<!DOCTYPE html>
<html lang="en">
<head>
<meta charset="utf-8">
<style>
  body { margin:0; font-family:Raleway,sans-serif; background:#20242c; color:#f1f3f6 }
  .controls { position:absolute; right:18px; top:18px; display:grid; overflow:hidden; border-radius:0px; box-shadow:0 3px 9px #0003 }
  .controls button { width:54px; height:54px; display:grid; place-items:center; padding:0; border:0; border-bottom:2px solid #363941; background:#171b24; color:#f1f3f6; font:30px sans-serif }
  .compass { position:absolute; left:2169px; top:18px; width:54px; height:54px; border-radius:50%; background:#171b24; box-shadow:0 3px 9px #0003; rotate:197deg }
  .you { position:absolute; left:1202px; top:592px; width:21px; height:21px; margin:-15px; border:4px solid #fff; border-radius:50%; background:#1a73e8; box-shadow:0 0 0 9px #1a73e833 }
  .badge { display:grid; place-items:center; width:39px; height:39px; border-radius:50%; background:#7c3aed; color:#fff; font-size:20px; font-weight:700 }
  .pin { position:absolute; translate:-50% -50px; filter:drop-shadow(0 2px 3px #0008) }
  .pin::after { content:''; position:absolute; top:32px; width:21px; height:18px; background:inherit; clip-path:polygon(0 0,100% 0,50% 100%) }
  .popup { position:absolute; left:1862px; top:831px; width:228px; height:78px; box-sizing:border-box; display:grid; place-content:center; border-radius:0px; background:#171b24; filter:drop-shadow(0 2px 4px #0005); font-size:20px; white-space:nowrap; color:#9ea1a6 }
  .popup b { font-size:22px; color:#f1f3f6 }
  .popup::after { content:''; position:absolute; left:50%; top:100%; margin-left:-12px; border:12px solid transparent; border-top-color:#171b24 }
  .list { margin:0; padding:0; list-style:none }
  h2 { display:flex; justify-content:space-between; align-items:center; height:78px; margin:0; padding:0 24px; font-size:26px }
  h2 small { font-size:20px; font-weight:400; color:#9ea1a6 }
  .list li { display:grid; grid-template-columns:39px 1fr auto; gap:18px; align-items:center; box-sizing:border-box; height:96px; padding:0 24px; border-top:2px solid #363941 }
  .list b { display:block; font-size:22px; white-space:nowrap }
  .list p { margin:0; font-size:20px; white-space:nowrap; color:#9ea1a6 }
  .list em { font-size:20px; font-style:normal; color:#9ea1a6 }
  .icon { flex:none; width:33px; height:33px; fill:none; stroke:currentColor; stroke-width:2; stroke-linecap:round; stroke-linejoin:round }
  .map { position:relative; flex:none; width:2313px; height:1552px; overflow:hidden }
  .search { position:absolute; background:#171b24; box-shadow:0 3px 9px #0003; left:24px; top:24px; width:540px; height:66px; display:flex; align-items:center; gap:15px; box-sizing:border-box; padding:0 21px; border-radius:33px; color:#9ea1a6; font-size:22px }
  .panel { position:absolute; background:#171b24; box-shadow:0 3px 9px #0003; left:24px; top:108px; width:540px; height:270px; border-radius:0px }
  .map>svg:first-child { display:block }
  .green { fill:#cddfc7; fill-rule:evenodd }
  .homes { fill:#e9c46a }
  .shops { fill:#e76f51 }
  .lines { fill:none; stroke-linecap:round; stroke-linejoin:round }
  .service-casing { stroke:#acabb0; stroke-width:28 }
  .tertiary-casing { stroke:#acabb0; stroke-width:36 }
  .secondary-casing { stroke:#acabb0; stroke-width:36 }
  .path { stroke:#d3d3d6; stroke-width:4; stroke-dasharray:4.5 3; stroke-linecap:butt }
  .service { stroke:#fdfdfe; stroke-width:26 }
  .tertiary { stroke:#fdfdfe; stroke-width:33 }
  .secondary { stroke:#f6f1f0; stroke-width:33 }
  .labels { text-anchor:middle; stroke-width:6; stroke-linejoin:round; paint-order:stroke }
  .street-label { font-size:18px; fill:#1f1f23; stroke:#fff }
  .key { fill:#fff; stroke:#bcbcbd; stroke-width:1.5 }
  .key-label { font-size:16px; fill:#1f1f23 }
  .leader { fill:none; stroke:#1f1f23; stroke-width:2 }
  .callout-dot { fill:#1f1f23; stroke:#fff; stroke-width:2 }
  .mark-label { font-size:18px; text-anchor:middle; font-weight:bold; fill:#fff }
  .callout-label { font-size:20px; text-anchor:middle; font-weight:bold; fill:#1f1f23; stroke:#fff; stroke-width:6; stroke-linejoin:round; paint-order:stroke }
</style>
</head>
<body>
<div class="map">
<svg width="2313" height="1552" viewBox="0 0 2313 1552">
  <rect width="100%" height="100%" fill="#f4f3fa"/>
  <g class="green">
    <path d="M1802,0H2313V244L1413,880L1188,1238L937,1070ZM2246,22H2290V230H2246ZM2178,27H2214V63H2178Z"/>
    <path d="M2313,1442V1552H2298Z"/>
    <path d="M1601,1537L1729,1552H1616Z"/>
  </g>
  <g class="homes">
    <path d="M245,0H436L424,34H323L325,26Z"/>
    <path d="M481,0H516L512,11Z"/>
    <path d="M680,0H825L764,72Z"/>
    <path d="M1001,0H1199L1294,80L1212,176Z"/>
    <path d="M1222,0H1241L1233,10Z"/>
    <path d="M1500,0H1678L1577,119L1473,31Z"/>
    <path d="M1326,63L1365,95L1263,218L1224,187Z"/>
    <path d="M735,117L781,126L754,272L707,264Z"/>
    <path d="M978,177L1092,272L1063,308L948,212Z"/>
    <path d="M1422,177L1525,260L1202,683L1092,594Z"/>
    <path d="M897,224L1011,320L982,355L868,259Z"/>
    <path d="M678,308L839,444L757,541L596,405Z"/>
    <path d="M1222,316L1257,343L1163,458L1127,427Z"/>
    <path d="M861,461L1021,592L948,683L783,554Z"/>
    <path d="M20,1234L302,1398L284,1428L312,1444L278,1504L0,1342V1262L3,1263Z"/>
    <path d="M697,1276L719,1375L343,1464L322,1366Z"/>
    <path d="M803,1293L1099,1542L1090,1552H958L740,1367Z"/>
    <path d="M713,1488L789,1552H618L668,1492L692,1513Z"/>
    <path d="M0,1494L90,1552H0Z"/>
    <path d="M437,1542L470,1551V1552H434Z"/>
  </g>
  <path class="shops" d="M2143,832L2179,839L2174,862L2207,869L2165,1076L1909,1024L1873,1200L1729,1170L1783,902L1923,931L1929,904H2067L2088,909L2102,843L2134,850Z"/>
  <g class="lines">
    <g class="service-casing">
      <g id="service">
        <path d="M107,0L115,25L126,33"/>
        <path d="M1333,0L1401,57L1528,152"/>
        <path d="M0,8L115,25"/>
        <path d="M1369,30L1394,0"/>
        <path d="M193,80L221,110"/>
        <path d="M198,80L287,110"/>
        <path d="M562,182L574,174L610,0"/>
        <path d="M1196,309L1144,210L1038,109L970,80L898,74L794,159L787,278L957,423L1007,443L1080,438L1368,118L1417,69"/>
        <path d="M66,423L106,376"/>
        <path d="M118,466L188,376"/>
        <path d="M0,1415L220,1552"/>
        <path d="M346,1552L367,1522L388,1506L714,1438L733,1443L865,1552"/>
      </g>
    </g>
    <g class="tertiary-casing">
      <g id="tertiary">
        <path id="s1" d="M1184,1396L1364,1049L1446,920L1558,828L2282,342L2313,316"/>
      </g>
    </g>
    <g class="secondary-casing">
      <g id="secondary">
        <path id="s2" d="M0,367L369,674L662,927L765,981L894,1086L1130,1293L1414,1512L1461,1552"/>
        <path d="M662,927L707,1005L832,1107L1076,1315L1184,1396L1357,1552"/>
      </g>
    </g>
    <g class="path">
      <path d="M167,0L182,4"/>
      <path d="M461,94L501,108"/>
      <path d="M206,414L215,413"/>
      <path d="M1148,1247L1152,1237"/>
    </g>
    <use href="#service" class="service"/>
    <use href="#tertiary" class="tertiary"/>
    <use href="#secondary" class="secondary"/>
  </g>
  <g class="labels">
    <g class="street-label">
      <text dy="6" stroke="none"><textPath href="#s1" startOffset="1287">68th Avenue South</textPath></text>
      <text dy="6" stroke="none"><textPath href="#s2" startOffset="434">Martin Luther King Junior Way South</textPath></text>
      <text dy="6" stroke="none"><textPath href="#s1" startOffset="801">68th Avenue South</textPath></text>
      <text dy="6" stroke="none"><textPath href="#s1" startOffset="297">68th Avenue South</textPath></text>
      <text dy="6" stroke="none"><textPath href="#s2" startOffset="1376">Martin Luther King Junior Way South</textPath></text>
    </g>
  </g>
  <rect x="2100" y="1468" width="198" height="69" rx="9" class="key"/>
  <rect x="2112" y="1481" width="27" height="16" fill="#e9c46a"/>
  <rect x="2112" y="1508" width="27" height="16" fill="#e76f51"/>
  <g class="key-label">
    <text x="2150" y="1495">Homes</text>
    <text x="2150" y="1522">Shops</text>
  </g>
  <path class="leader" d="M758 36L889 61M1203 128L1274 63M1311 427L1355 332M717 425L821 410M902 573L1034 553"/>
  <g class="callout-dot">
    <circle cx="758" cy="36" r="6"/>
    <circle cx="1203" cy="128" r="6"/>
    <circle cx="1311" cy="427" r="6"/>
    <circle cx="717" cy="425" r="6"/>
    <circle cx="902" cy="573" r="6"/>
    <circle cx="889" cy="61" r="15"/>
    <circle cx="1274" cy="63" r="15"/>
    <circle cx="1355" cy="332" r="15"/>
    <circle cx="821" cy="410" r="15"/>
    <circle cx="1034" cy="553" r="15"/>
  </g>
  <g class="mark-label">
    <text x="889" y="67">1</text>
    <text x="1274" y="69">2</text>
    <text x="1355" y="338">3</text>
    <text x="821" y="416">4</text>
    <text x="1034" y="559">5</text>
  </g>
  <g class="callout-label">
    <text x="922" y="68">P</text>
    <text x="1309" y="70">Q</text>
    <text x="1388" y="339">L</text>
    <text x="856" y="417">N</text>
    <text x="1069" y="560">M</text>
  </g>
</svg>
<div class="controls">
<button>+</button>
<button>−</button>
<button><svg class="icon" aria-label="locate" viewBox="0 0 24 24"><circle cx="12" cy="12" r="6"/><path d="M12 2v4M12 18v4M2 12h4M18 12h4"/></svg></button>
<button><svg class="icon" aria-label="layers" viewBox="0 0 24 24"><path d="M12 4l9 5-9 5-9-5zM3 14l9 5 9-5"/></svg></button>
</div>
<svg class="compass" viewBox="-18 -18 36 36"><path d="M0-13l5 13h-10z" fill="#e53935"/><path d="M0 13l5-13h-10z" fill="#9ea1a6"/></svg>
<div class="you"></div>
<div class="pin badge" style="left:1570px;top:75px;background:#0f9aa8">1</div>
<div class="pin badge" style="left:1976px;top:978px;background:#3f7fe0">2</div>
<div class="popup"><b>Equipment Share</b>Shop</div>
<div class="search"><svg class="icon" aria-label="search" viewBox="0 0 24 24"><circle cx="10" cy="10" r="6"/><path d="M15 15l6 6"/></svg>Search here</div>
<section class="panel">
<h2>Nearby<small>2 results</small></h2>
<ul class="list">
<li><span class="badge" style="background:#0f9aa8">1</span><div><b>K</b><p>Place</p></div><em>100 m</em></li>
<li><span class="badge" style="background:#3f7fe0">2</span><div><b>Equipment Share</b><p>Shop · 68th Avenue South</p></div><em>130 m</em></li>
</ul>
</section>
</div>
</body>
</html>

————————

▶ Work task
Select and copy every line of the material that holds the string "list".

▶ Solution for this exercise
  .list { margin:0; padding:0; list-style:none }
  .list li { display:grid; grid-template-columns:39px 1fr auto; gap:18px; align-items:center; box-sizing:border-box; height:96px; padding:0 24px; border-top:2px solid #363941 }
  .list b { display:block; font-size:22px; white-space:nowrap }
  .list p { margin:0; font-size:20px; white-space:nowrap; color:#9ea1a6 }
  .list em { font-size:20px; font-style:normal; color:#9ea1a6 }
<ul class="list">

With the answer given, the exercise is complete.